La télémédecine et les outils innovants des TIC en faveur de la gestion des maladies chroniques seront essentiels pour administrer des soins de santé centrés sur les individus, selon les participants de l’événement européen sur la santé en ligne, organisé la semaine dernière.
La conférence annuelle européenne 2008 sur la santé en ligne, où des parties prenantes ont montré leurs réalisations dans l’utilisation des solutions d’information et de communication dans les soins de santé, a adopté une déclaration de Portorož comme base pour le futur travail de l’UE et de ses Etats membres dans le domaine.

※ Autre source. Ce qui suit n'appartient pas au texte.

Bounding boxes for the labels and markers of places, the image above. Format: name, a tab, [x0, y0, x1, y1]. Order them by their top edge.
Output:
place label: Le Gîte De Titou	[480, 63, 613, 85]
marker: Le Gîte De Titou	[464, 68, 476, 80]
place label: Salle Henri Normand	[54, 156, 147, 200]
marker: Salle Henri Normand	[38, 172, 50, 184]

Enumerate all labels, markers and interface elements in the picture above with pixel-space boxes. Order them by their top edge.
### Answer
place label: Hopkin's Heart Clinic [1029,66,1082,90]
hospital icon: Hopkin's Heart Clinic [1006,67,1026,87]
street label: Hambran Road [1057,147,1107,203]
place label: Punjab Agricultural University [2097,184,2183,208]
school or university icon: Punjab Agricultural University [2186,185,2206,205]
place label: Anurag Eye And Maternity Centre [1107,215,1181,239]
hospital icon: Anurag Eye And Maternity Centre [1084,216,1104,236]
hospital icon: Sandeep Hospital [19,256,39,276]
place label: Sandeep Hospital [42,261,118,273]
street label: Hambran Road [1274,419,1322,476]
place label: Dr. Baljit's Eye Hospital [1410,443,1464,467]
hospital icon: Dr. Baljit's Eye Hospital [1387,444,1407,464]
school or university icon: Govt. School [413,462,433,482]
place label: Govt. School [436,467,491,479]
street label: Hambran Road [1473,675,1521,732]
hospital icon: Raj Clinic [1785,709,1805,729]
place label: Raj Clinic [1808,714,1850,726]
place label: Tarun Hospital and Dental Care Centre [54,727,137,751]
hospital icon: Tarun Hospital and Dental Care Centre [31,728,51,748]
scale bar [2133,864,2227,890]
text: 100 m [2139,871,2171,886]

Avec cette déclaration, adoptée le 7 mai 2008, l’UE des 27 et la Commission ont plaidé pour le développement d’initiatives de santé en ligne centré sur les individus, proposant aux Européens des environnements de santé plus intelligents pour apporter une continuité des soins et des services de santé et d’aide sociale intégrés.
La déclaration identifie trois initiatives fondamentales qui doivent maintenant opérer en harmonie pour relever les principaux défis sur la santé dans les dix prochaines années. En outre, l’accent a été mis sur la nécessité de dresser un plan visant à déployer la télémédecine et les outils d’information et de communication innovants destinés au traitement des maladies chroniques, encourager la recherche et un cadre juridique transparent afin de définir les responsabilités de toutes les parties impliqués dans le procédé de la santé en ligne.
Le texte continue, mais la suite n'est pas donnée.